Although probably this will lead to less shifting, the implementation is not homogeneous for the three stacks, and inhomogeneity (you know) leads to special cases, more bugs and difficulties to maintain code.
As long as you try to arrange all items from one stack together at one "end" of the array, you're lacking space for the third stack.
However, you could "intersperse" the stack elements. Elements of the first stack are at indices i * 3, elements of the second stack are at indices i * 3 + 1, elements of the third stack are at indices i * 3 + 2 (where i is an integer).
+----+----+----+----+----+----+----+----+----+----+----+----+----+..

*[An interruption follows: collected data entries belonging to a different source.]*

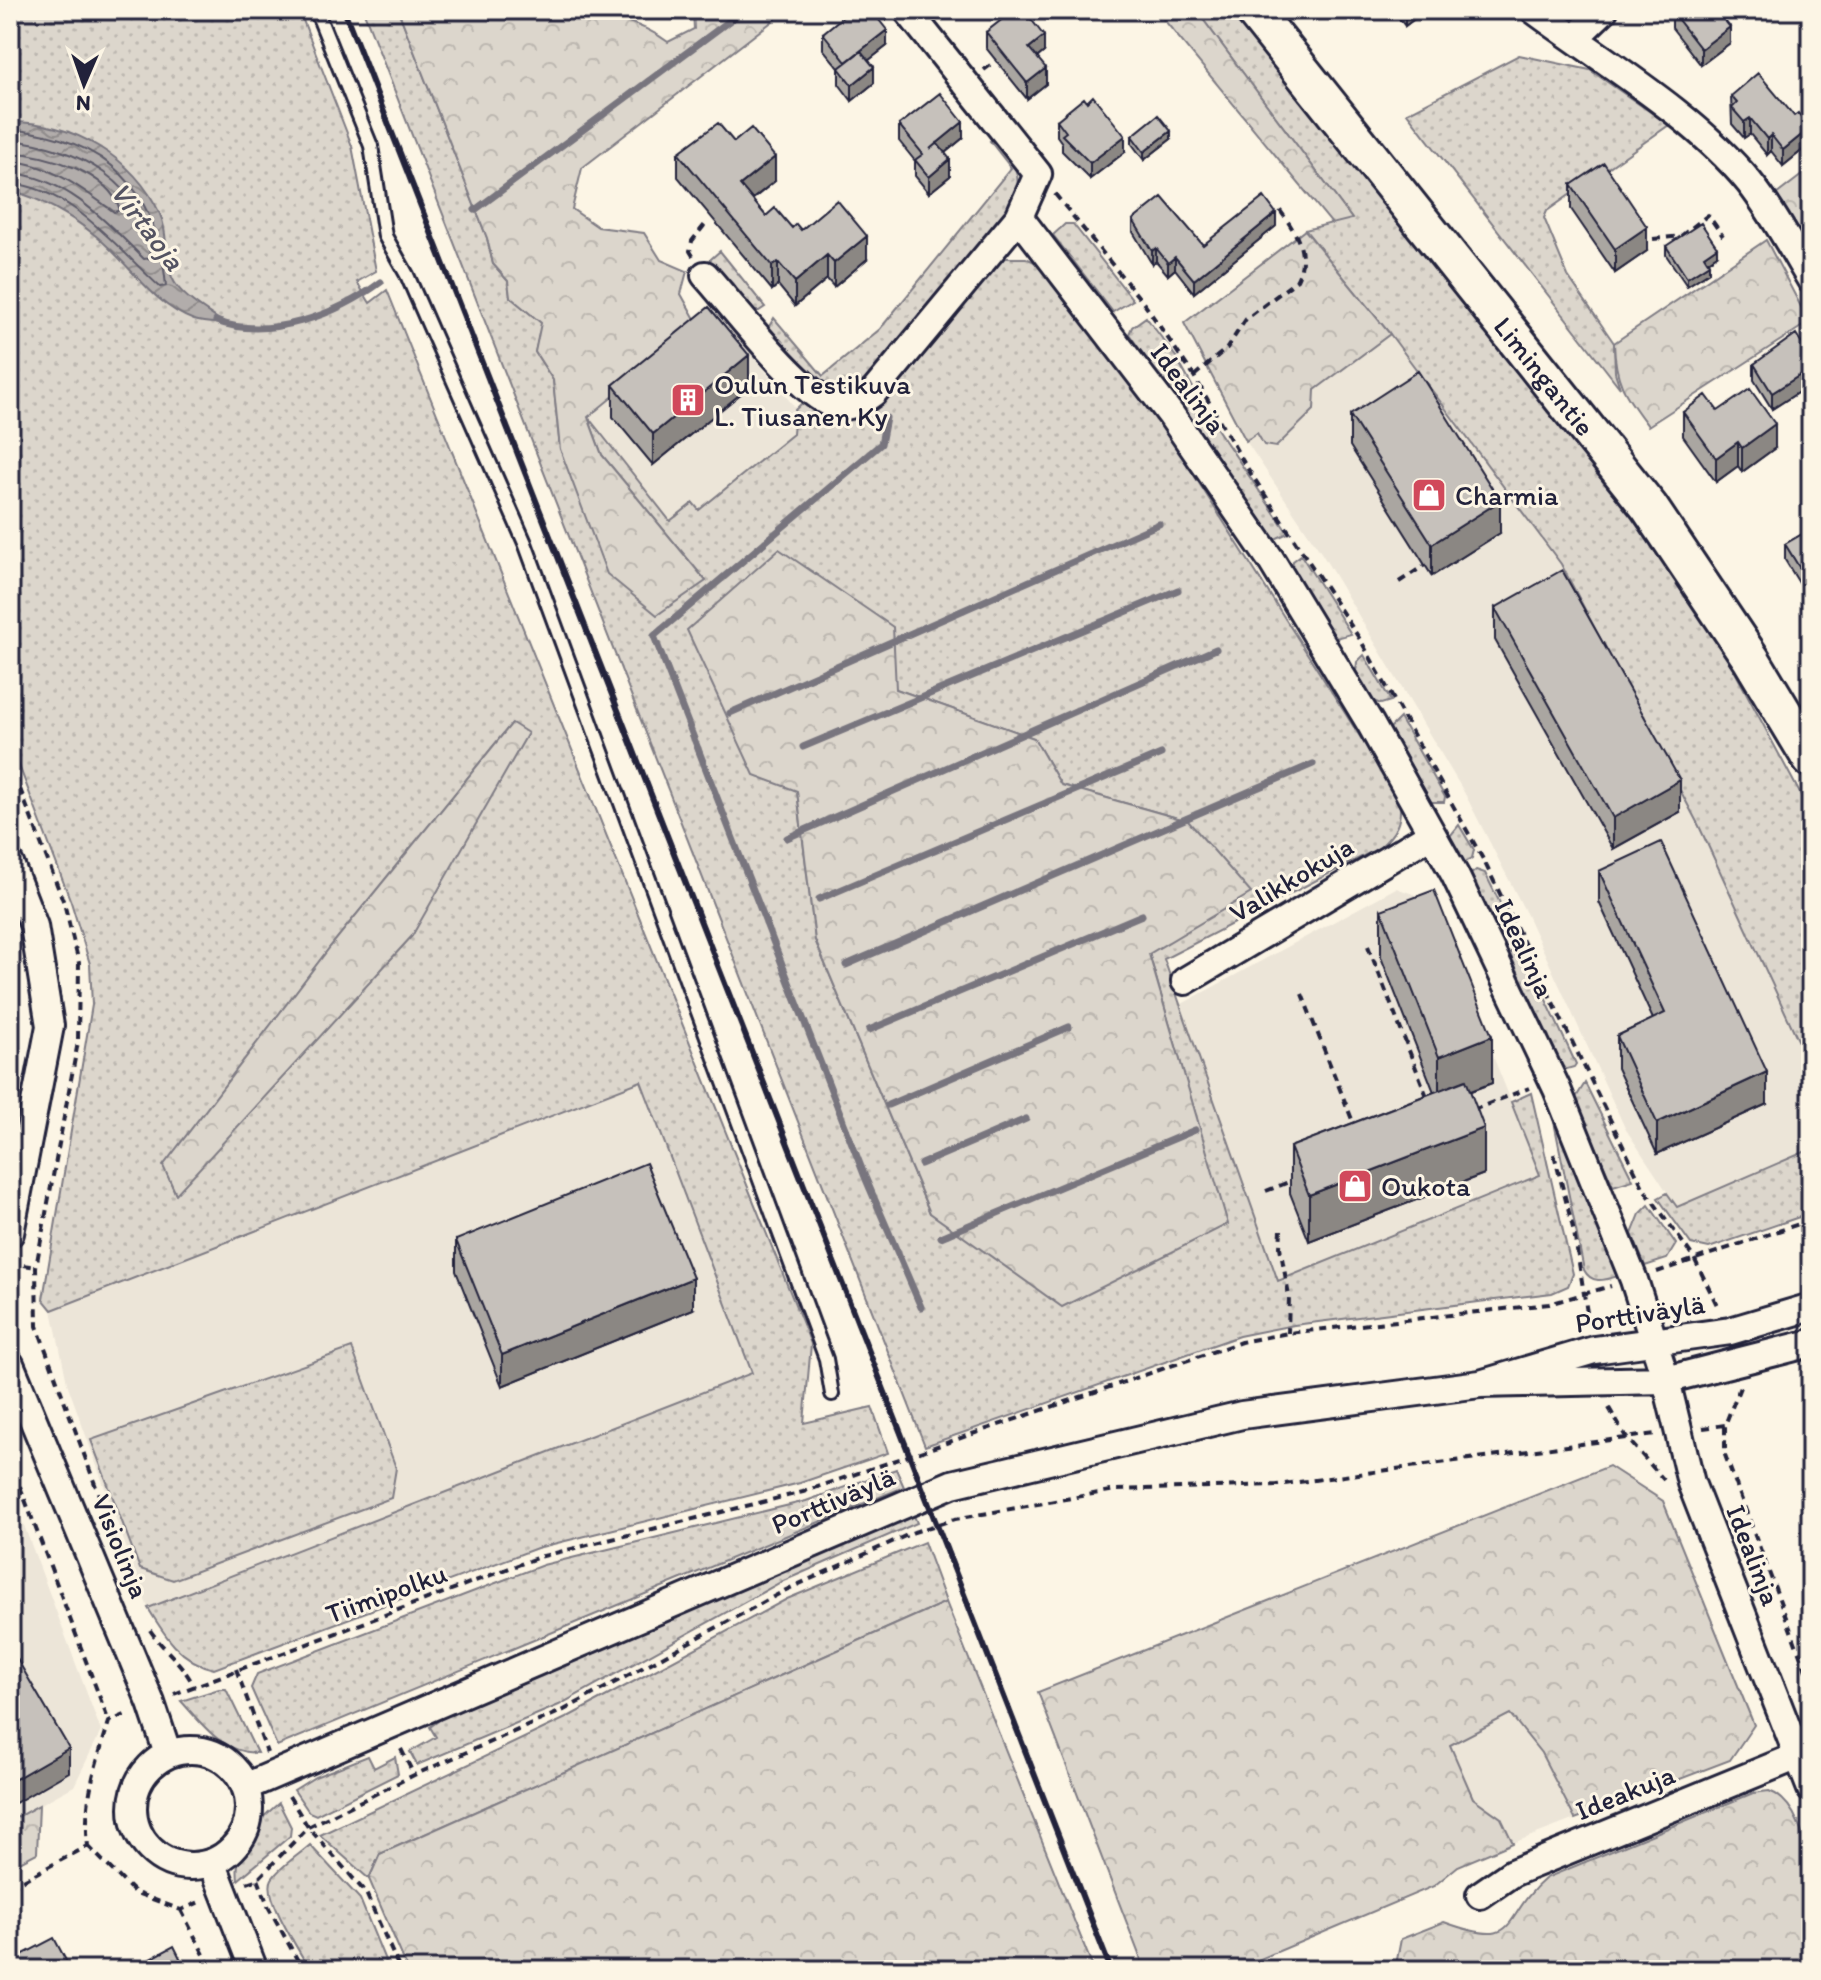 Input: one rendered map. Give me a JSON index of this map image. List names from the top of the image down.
{
  "streets": {
    "main road": ["Limingantie"],
    "street": [
      "Idealinja",
      "Valikkokuja",
      "Porttiväylä",
      "Visiolinja",
      "Ideakuja"
    ],
    "path": ["Tiimipolku"]
  },
  "crossings": [
    ["Idealinja", "Valikkokuja"],
    ["Idealinja", "Porttiväylä"],
    ["Idealinja", "Tiimipolku"],
    ["Idealinja", "Ideakuja"],
    ["Porttiväylä", "Visiolinja"],
    ["Visiolinja", "Tiimipolku"]
  ],
  "water": ["Virtaoja"],
  "places": {
    "building": ["Oulun Testikuva L. Tiusanen Ky"],
    "shop": ["Charmia", "Oukota"]
  },
  "north": "bottom"
} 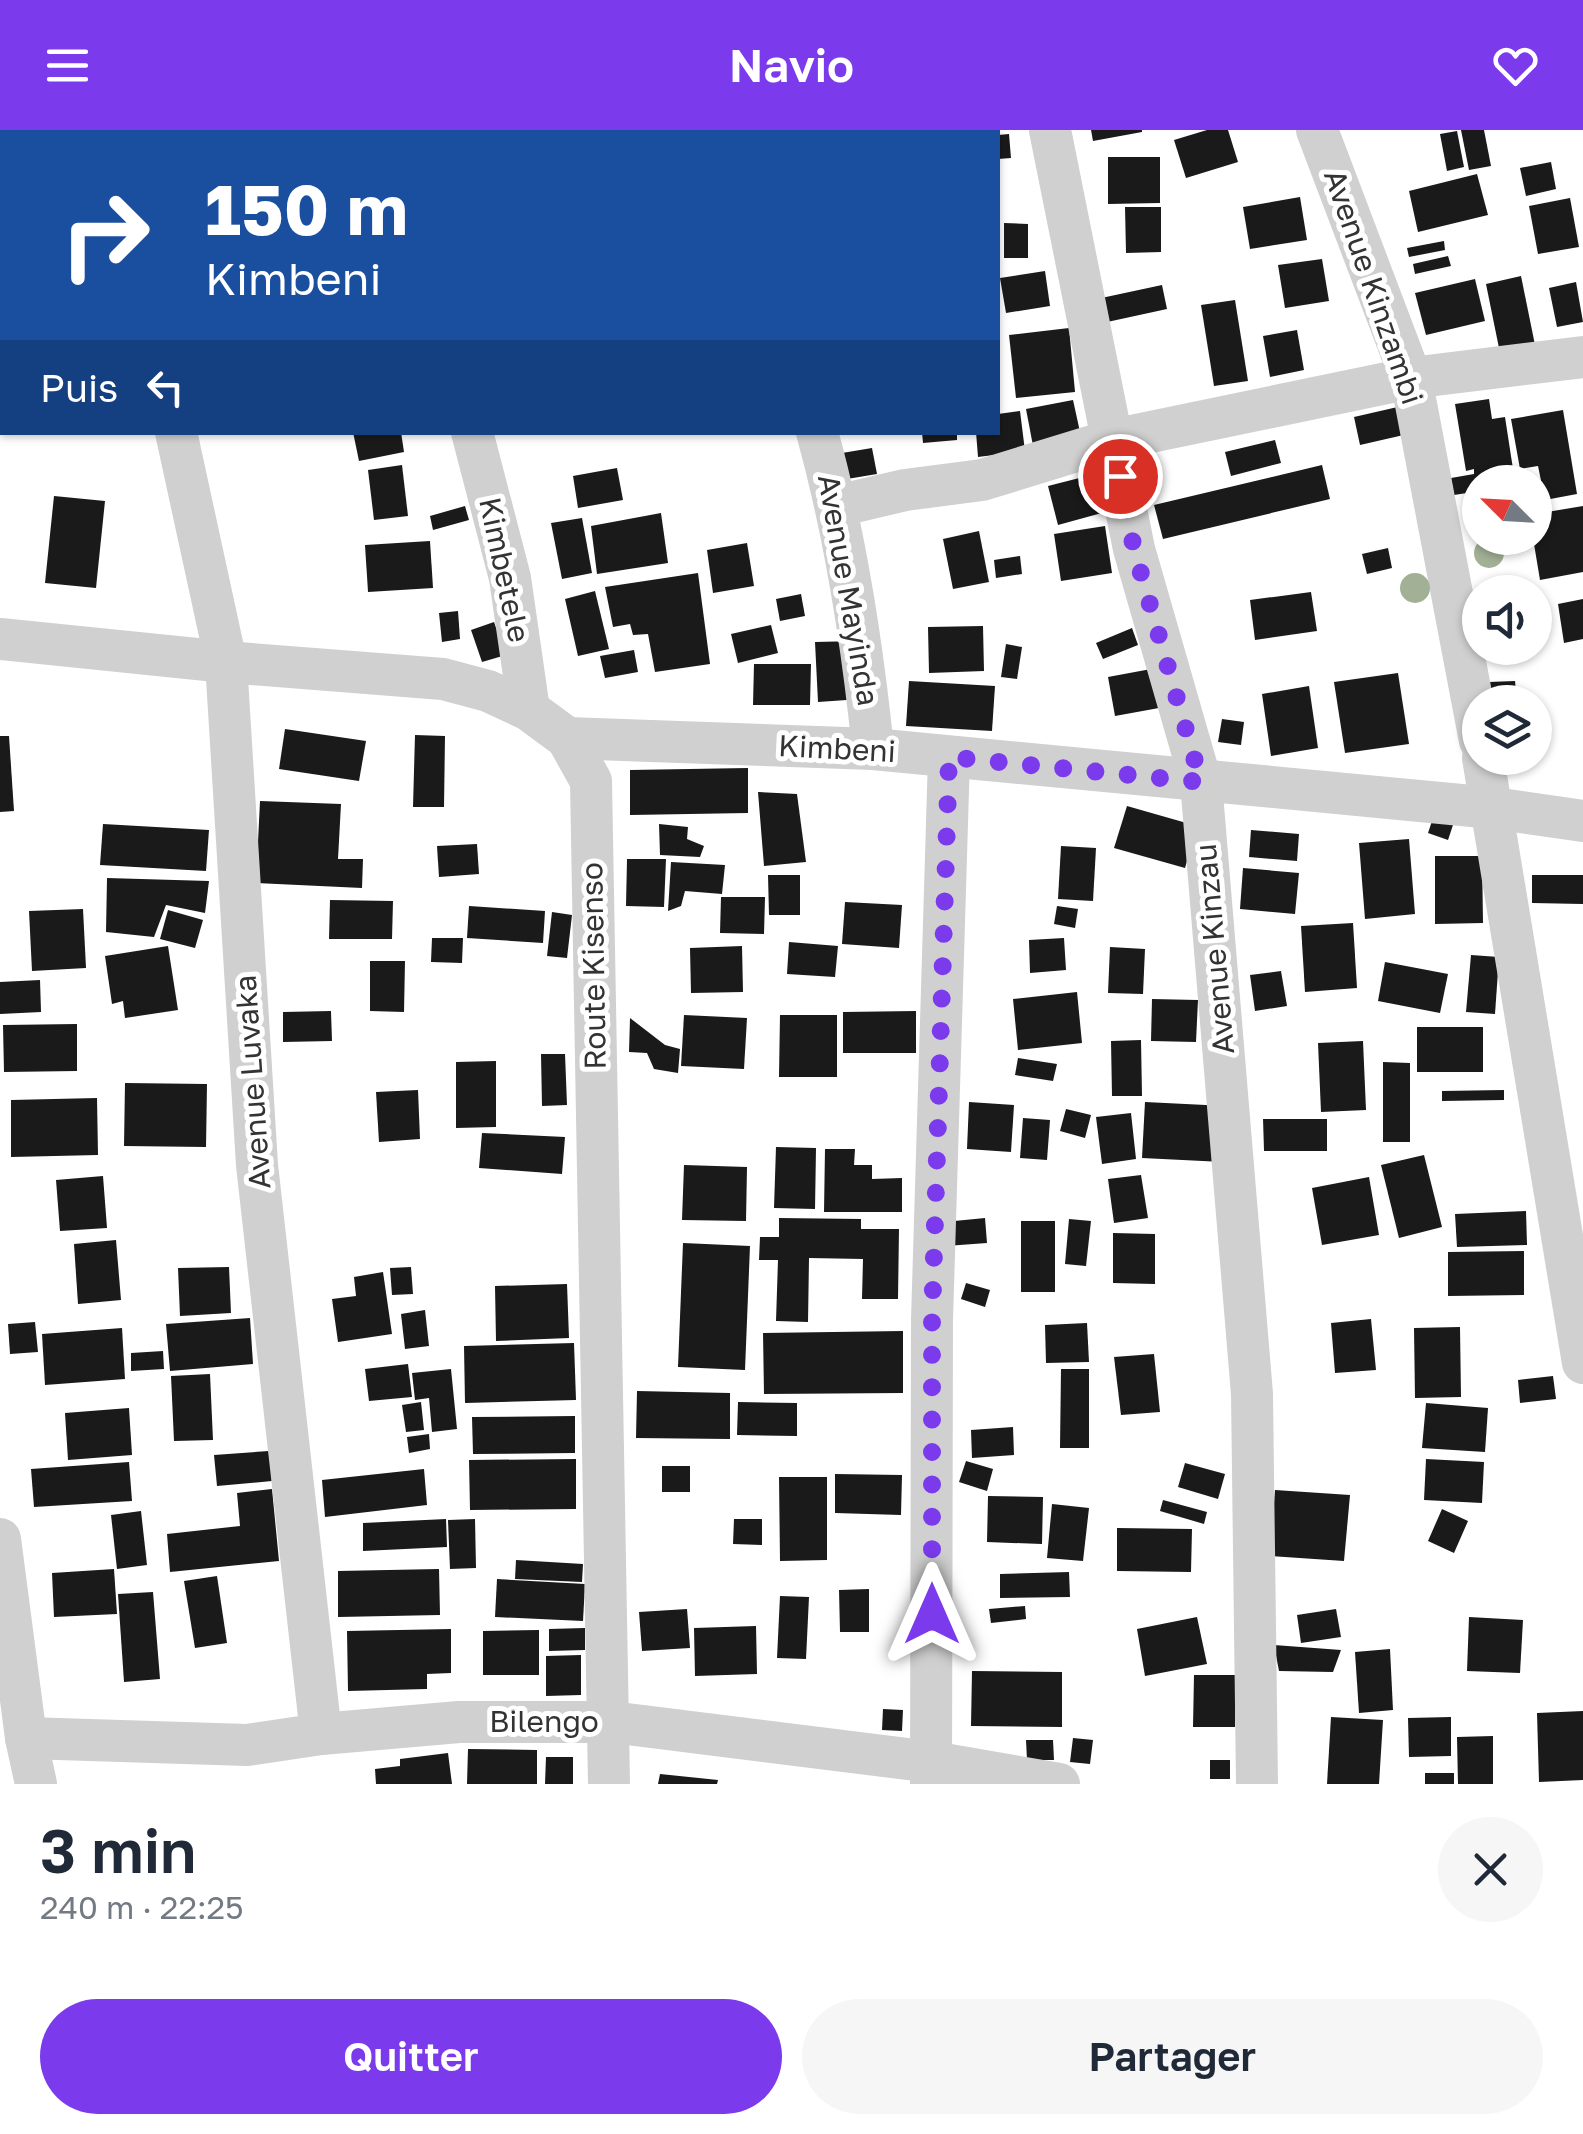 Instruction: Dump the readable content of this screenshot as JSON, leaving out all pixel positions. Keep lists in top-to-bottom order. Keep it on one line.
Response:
{"streets":{"street":["Avenue Kinzambi","Kimbetele","Avenue Mayinda","Kimbeni","Avenue Kinzau","Route Kisenso","Avenue Luvaka","Bilengo"]},"crossings":[["Kimbetele","Route Kisenso"],["Avenue Mayinda","Kimbeni"],["Kimbeni","Avenue Kinzau"],["Kimbeni","Route Kisenso"],["Route Kisenso","Avenue Luvaka"],["Route Kisenso","Bilengo"],["Avenue Luvaka","Bilengo"]],"north":"top left","page":{"header":"Navio","turn":["150 m","Kimbeni"],"then":"Puis","heading":["3 min","240 m · 22:25"],"buttons":["Quitter","Partager"]}} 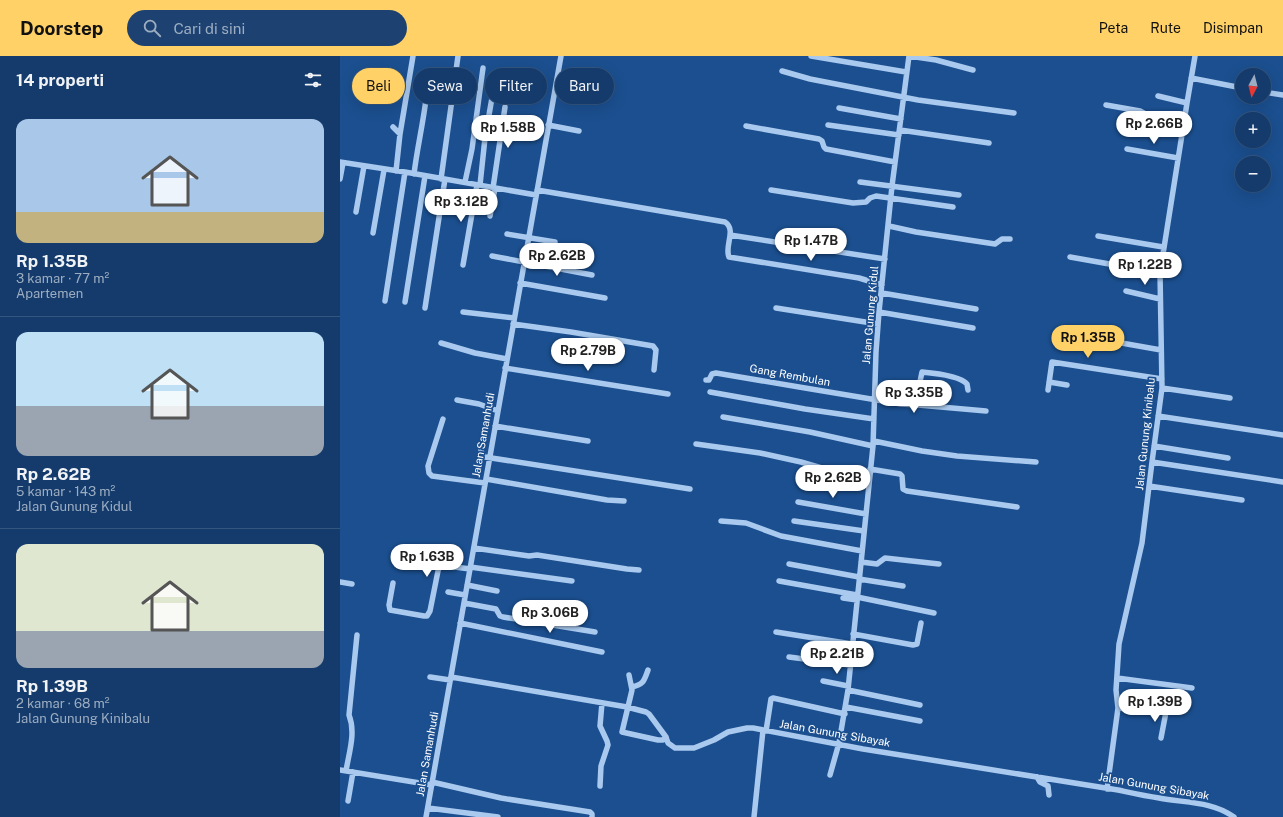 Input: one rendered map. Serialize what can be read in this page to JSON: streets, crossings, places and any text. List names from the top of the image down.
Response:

| A1 : B1 : C1 | A2 : B2 : C2 | : B3 | C3 | : B4 : | :
+----+----+----+----+----+----+----+----+----+----+----+----+----+..
^ ^ ^
A´s top C´s top B´s top
Of course, this scheme is going to waste space, especially when the stacks have unequal sizes. You could create arbitrarily complex schemes similar to the one described above, but without knowing any more constraints for the posed question, I'll stop here.
Update:
Due to the comments below, which do have a very good point, it should be added that interspersing is not necessary, and may even degrade performance when compared to a much simpler memory layout such as the following:
+----+----+----+----+----+----+----+----+----+----+----+----+----+..
| A1 : A2 : : : | B1 : B2 : B3 : B4 : | C1 : C2 : C3 :
+----+----+----+----+----+----+----+----+----+----+----+----+----+..
^ ^ ^
A´s top B´s top C´s top
i.e. giving each stack it's own contiguous block of memory. If the real question is indeed to how to make the best possible use of a fixed amount of memory, in order to not limit each stack more than necessary, then my answer isn't going to be very helpful.
In that case, I'd go with @belisarius' answer: One stack goes to the "bottom" end of the memory area, growing "upwards"; another stack goes to the "top" end of the memory area, growing "downwards", and one stack is in the middle that grows in any direction but is able to move when it gets too close to one of the other stacks.
Maintain a single arena for all three stacks. Each element pushed onto the stack has a backwards pointer to its previous element. The bottom of each stack has a pointer to NULL/None.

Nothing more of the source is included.